Exercise | Return all lines from the listing below that include the word "controls".

#####

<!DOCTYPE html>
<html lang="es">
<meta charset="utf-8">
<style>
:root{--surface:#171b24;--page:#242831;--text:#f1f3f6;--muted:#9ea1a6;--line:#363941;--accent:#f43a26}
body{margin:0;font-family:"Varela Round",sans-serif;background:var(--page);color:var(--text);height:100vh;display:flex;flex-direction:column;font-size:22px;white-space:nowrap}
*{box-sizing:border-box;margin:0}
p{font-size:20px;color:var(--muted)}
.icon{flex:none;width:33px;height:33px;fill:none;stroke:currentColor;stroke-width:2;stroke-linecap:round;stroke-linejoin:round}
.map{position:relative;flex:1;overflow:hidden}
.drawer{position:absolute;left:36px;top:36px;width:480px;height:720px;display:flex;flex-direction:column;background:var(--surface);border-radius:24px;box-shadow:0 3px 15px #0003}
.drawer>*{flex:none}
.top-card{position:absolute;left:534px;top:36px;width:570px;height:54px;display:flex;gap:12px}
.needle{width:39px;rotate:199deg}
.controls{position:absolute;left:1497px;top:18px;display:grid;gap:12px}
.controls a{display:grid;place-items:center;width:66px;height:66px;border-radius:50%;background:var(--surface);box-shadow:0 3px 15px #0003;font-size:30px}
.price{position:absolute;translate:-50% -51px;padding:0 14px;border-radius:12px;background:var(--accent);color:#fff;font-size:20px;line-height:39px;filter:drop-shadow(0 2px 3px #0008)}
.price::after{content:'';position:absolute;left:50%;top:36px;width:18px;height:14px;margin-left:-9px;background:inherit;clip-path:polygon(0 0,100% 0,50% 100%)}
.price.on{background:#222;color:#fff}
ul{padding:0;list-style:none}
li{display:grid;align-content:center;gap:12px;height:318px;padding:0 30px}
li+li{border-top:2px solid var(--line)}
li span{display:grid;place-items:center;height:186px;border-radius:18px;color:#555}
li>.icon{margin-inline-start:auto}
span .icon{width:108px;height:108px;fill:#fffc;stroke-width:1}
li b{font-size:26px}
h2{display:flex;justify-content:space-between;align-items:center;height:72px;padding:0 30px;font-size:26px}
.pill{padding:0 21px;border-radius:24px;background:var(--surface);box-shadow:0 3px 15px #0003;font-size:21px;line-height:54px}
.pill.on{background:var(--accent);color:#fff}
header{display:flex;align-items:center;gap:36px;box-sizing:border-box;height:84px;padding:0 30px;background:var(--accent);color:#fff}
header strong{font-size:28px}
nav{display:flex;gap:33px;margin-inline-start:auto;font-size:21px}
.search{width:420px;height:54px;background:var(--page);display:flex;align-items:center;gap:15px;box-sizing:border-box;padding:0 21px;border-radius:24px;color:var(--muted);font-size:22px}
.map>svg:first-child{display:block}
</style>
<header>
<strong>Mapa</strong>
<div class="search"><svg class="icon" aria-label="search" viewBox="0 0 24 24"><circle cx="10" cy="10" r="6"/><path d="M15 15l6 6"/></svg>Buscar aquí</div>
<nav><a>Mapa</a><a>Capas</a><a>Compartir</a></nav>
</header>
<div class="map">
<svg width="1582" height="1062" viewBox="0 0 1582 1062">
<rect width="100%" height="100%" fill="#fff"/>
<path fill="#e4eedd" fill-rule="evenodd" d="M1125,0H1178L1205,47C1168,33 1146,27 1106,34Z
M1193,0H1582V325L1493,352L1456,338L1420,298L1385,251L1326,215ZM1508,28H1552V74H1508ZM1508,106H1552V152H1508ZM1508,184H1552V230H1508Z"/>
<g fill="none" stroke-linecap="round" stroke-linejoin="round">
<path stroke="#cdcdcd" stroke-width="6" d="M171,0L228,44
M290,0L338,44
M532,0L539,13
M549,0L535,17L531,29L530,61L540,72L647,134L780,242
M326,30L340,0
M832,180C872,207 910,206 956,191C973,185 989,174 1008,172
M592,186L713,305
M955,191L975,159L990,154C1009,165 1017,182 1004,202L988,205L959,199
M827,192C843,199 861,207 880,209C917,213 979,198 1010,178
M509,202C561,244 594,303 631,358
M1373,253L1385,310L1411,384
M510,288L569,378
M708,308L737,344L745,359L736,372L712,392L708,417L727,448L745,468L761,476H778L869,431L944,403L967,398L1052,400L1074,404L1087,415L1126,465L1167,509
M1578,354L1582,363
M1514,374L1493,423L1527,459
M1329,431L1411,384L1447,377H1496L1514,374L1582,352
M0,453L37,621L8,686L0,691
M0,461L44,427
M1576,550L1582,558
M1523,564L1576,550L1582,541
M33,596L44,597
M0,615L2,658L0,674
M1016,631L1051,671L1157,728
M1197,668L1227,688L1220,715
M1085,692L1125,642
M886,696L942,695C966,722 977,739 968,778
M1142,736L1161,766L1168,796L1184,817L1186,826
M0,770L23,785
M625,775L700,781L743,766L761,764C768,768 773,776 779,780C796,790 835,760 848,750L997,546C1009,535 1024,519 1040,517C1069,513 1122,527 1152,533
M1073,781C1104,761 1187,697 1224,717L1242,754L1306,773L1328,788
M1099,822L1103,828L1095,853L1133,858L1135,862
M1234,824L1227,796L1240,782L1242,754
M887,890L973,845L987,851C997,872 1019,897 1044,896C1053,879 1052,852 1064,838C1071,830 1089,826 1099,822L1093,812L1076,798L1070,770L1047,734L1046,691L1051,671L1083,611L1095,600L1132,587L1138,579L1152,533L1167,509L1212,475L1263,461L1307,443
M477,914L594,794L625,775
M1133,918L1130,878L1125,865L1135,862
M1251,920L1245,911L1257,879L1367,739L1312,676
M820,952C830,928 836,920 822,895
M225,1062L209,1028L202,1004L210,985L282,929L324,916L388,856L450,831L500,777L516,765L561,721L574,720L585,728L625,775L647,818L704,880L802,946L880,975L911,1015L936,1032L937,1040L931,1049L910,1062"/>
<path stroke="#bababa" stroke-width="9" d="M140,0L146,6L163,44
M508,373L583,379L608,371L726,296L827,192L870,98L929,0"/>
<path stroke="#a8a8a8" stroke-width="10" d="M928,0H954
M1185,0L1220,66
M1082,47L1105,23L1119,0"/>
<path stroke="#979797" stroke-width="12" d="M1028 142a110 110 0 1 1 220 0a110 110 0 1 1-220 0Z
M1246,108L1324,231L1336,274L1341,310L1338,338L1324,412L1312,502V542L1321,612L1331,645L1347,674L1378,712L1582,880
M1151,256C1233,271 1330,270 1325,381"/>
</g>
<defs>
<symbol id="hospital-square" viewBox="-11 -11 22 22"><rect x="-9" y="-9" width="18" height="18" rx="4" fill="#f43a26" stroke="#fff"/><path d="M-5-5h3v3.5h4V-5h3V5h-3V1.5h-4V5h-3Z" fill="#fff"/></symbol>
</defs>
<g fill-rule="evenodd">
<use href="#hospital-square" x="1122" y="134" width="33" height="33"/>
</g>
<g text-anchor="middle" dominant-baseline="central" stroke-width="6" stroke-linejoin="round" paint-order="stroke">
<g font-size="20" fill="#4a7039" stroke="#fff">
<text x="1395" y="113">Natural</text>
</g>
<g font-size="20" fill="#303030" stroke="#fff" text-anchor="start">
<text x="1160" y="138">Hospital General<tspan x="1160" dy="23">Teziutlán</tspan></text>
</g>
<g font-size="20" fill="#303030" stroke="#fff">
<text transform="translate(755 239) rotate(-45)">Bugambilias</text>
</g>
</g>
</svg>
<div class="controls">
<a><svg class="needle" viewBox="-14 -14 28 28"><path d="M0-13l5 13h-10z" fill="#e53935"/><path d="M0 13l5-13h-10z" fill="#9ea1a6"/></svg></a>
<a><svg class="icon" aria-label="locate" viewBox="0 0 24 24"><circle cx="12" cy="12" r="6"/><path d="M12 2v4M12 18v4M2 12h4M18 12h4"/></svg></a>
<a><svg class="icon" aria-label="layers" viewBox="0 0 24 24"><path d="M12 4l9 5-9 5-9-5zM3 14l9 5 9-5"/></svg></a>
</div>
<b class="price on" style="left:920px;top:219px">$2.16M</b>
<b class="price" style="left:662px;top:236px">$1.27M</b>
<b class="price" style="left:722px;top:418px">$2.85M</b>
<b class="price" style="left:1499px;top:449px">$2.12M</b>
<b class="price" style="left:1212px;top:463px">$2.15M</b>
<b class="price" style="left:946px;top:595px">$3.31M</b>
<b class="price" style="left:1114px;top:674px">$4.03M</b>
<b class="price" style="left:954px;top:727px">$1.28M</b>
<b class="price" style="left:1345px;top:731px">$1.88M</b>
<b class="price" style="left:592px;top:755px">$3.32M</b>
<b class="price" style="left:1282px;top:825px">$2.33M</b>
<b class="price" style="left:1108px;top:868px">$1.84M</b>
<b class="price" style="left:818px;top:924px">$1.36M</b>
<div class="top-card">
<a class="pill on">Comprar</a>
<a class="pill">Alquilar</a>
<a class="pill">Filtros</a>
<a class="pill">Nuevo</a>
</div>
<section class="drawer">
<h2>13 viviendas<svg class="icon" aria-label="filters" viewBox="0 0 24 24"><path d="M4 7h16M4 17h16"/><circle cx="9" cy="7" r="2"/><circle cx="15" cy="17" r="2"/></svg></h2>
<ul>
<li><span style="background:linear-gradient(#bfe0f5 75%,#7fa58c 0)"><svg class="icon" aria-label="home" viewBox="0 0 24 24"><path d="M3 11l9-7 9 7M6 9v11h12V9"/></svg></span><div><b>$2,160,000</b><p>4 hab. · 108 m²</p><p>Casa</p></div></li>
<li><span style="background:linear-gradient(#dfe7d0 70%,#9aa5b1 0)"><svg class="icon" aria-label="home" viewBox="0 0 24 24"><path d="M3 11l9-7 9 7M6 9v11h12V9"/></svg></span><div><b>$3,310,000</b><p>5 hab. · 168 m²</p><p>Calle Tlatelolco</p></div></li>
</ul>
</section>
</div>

#####

Problem solution |
.controls{position:absolute;left:1497px;top:18px;display:grid;gap:12px}
.controls a{display:grid;place-items:center;width:66px;height:66px;border-radius:50%;background:var(--surface);box-shadow:0 3px 15px #0003;font-size:30px}
<div class="controls">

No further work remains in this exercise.